Let’s make a str_reverse() function in which we’ll simply swap the last index with the first index, the second last index with the second index, and so on.

Press + to interact
#include <iostream>
#include <string.h>
using namespace std;
int str_length(char str[ ])
{
int length=0;
for(int si=0; str[si]!='\0'; si++)
length++;
return length;
}
void str_reverse(char S[ ])
{
int si = 0,
li = str_length(S)-1; // the last legal character
while(si<li)
{
swap(S[si],S[li]);
si++;
li--;
}
}
int main()
{
char R[ ] = "This is a cat.";
str_reverse(R);
cout<<"Reverse: "<<R;
return 0;
}

The isPalindrome() function

We have already discussed palindromic numbers in previous lessons. Let’s use the above functions to make this function more elegant. Look at the code below:

Press + to interact
#include <iostream>
#include <string.h>
using namespace std;
int str_length(char str[ ])
{
int length=0;
for(int si=0; str[si]!='\0'; si++)
length++;
return length;
}
void str_copy(char Destination[ ], char Src[ ])
{
int di=0;
for(int si=0; Src[si]!='\0'; si++, di++)
{
Destination[di] = Src[si];
}
Destination[di] = '\0';
}
int str_compare(char w1[ ], char w2[])
{
int smaller = min(str_length(w1), str_length(w2));
for(int i=0;i<=smaller; i++)
{
if(w1[i] < w2[i])
return -1;
if(w1[i] > w2[i])
return 1;
}
return 0;
}
void str_reverse(char S[ ])
{
int si = 0,
li = str_length(S)-1;
while(si<li)
swap(S[si], S[li]), si++, li--;
}
bool isPalindrome(char S[ ])
{
char C[100];
str_copy(C, S);
str_reverse(C);
return str_compare(C, S)==0;
}
int main()
{
char A[ ] = "refer";
if(isPalindrome(A))
{
cout << A<<" is a palindrome!!!"<<endl;
}
else
{
cout << A<<" is not a palindrome!!!"<<endl;
}
return 0;
}

In lines 44–46, we call the three functions we have discussed above.

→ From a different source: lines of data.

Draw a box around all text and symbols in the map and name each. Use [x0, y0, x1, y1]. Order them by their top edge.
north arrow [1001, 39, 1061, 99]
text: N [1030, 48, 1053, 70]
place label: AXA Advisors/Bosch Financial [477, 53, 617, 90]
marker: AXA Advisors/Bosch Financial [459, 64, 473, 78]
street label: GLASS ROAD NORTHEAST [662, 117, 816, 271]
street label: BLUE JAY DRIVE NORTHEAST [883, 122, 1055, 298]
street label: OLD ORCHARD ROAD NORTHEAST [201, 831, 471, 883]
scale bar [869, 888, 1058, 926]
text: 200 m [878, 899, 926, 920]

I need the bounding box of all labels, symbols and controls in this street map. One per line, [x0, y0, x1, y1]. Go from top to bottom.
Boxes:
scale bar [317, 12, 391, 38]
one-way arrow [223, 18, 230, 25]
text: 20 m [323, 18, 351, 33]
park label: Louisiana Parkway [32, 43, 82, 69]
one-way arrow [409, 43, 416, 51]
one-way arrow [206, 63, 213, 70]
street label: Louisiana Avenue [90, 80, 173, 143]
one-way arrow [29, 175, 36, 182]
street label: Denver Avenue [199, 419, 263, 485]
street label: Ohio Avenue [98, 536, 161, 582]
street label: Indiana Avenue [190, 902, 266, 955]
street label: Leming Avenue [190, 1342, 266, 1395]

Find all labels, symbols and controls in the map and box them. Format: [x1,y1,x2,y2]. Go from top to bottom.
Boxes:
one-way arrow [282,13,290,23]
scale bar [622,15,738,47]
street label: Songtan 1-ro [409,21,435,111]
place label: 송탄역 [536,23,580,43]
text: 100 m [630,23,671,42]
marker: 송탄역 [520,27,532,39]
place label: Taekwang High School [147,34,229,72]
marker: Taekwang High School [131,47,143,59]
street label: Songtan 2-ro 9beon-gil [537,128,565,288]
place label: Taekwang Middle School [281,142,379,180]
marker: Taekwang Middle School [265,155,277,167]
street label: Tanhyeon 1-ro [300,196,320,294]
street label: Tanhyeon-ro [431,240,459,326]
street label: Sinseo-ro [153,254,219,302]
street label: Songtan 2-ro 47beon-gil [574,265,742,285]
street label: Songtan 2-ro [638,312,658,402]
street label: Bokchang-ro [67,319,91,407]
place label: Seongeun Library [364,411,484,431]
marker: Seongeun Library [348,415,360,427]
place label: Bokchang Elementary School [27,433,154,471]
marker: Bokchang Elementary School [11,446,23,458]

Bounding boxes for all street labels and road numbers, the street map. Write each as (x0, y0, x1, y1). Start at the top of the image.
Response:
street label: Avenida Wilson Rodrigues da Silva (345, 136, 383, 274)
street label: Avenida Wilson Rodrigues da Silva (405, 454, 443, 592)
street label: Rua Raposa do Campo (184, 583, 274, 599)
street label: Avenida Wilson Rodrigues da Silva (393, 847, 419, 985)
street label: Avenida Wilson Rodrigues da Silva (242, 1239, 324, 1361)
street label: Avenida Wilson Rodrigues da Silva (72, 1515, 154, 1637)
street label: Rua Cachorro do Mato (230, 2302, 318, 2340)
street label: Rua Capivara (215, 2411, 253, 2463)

We call the str_copy() function to copy the contents of S into C. Then, we call the str_reverse() function to reverse the characters in the C array. Finally, the str_compare() function is called to compare the reversed C array with the original S array.

If the str_compare() function returns 0, it means that the two arrays are identical and the original string is a palindrome. In this case, the function returns true. If the str_compare() function returns a non-zero value, it means that the two arrays are not identical, and the original string is not a palindrome. In this case, the function returns false.